----- Source material

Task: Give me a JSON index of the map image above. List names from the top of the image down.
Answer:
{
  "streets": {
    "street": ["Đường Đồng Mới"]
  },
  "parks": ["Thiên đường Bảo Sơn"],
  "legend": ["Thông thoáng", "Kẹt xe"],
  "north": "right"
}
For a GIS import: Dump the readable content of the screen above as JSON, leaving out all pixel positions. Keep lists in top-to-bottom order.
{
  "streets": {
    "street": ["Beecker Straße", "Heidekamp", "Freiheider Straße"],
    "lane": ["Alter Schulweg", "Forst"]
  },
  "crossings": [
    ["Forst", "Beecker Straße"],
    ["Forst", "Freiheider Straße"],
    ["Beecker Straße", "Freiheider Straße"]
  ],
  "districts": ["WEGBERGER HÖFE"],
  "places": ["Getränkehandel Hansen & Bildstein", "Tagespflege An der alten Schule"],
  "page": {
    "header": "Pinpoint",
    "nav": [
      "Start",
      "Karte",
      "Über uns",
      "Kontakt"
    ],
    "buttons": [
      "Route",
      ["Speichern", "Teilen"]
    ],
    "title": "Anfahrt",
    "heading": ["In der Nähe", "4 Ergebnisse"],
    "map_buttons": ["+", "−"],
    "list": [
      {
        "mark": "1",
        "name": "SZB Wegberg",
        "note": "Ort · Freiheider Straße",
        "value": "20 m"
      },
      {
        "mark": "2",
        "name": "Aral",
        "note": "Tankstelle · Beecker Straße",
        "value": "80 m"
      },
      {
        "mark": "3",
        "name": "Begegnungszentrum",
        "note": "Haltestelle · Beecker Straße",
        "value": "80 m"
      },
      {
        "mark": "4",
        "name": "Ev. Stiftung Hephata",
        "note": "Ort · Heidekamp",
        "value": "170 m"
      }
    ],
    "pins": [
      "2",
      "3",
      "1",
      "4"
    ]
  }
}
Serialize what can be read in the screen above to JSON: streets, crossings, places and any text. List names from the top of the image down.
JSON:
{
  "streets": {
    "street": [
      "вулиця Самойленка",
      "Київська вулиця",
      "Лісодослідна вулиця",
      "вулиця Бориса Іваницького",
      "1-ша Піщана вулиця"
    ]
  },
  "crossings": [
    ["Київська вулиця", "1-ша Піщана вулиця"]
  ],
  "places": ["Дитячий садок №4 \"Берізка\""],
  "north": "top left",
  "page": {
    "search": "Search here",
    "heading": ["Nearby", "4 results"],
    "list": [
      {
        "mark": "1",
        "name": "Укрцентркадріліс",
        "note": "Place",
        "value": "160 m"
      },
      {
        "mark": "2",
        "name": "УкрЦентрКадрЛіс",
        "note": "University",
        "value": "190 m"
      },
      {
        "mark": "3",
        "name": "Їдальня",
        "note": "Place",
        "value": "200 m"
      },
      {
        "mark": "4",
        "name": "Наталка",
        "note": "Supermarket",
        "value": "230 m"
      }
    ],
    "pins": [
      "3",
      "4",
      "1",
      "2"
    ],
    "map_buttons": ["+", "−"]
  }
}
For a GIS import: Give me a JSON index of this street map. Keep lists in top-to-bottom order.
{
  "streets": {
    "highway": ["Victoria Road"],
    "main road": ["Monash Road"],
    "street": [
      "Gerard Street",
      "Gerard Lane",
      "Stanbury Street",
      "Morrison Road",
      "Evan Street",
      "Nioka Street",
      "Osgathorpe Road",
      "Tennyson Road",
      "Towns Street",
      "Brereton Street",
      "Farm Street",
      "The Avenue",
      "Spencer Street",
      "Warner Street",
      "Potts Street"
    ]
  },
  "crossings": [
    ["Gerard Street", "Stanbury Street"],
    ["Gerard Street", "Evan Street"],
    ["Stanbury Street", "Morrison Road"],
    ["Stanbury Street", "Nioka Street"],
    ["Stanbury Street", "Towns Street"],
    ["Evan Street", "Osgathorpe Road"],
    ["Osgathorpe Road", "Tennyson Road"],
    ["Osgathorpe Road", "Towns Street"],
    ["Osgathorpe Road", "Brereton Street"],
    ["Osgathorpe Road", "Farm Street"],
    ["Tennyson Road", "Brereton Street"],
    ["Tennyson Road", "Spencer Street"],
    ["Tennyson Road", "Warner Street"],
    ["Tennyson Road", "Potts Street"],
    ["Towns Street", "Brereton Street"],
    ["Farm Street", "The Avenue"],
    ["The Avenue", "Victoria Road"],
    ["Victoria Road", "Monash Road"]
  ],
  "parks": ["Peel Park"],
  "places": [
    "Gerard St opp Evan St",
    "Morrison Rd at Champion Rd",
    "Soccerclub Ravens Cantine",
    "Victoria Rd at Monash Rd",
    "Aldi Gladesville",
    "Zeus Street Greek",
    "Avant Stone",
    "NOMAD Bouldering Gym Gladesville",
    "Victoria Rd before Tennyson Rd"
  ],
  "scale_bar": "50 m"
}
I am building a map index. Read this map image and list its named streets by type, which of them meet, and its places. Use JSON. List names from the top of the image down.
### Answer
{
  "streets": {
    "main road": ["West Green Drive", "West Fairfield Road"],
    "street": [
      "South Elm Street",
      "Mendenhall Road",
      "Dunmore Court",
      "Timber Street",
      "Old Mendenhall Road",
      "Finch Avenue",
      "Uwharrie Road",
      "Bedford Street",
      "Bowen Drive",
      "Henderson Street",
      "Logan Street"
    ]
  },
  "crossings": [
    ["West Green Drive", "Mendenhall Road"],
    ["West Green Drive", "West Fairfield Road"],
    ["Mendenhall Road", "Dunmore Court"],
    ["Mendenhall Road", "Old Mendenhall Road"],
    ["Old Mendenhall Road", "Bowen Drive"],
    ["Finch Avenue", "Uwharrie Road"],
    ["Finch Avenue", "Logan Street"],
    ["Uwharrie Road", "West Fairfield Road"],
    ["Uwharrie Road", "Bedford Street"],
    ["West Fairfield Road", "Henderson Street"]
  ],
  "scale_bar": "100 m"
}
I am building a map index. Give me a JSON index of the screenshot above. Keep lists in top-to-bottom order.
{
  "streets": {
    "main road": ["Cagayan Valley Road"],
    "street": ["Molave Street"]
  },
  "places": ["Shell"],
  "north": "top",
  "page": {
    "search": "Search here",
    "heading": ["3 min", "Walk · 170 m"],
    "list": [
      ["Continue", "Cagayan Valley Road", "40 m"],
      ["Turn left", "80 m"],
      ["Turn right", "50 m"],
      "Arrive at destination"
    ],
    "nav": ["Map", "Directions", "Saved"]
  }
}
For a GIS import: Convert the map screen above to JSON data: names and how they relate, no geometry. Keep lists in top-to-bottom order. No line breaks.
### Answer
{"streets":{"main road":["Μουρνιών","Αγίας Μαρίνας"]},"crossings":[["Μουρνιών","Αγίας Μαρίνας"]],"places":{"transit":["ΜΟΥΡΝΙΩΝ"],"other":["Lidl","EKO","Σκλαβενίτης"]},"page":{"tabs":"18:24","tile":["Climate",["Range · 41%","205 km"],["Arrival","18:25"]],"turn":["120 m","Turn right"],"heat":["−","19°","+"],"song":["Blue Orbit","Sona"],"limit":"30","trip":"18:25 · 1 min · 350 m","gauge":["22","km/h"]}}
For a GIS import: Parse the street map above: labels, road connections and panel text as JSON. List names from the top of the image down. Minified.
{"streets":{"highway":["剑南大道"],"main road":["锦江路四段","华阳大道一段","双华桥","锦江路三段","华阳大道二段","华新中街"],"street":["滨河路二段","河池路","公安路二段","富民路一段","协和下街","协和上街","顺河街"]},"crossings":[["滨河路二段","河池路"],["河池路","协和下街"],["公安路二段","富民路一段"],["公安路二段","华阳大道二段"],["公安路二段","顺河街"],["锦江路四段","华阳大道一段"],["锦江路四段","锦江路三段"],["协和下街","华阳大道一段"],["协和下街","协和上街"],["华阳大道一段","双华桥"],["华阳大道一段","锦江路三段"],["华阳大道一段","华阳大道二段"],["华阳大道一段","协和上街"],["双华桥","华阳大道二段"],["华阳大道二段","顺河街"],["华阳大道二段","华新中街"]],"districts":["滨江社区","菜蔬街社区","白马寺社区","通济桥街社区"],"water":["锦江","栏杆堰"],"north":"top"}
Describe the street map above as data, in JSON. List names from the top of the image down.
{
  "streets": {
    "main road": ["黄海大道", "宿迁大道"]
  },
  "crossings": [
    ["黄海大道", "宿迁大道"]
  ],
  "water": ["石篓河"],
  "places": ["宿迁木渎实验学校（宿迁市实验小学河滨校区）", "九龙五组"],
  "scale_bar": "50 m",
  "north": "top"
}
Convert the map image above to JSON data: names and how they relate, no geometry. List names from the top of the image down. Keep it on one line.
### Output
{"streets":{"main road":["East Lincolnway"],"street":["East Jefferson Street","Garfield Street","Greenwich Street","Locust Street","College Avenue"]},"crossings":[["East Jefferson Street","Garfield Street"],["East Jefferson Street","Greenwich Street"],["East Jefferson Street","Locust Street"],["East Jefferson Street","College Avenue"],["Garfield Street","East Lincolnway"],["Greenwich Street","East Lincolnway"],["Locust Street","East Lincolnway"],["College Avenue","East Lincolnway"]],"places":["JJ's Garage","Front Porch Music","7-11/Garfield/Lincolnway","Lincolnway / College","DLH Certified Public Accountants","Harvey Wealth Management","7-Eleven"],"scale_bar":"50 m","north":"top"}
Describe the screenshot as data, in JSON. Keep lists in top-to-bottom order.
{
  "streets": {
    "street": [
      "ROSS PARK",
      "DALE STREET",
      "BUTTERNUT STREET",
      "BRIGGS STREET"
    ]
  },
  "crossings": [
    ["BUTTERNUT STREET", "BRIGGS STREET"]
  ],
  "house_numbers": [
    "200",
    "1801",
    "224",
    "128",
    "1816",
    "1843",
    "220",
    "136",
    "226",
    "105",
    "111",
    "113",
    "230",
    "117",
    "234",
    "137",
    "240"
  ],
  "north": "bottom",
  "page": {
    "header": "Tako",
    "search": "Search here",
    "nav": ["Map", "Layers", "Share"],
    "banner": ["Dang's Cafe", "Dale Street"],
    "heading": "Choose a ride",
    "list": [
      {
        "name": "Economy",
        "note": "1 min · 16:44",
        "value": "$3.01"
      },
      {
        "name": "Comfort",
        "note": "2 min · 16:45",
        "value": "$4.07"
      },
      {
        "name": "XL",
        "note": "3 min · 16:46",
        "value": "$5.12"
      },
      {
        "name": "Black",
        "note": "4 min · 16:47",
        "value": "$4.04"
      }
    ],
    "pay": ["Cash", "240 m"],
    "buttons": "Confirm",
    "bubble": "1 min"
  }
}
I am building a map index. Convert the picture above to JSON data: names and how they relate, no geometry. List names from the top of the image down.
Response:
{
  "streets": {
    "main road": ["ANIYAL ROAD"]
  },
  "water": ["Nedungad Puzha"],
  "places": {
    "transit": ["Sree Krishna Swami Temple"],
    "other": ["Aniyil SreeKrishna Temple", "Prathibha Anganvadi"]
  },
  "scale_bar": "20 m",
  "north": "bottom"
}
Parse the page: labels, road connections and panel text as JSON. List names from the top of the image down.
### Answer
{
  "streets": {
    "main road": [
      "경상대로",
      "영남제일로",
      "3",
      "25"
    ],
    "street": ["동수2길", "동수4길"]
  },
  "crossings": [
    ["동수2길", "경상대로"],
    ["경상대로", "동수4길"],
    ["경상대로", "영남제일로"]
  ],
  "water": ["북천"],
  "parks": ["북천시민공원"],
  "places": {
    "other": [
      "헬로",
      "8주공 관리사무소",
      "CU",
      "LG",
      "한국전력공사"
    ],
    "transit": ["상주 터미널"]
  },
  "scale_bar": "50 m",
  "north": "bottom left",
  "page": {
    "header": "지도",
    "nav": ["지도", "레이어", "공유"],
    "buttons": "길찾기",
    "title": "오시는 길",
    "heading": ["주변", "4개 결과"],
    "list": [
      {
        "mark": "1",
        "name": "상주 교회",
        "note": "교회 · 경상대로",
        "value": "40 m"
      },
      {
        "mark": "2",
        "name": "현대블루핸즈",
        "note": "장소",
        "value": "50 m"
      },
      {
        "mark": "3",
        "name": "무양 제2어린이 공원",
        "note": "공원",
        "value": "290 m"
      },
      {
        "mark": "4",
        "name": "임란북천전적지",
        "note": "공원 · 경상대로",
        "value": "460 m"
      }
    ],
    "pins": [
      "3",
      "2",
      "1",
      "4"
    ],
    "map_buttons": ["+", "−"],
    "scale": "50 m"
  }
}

----------

=== Your objective ===
Each line in the data that holds the string "Straße" must be returned.

=== The completed task ===
    "street": ["Beecker Straße", "Heidekamp", "Freiheider Straße"],
    ["Forst", "Beecker Straße"],
    ["Forst", "Freiheider Straße"],
    ["Beecker Straße", "Freiheider Straße"]
        "note": "Ort · Freiheider Straße",
        "note": "Tankstelle · Beecker Straße",
        "note": "Haltestelle · Beecker Straße",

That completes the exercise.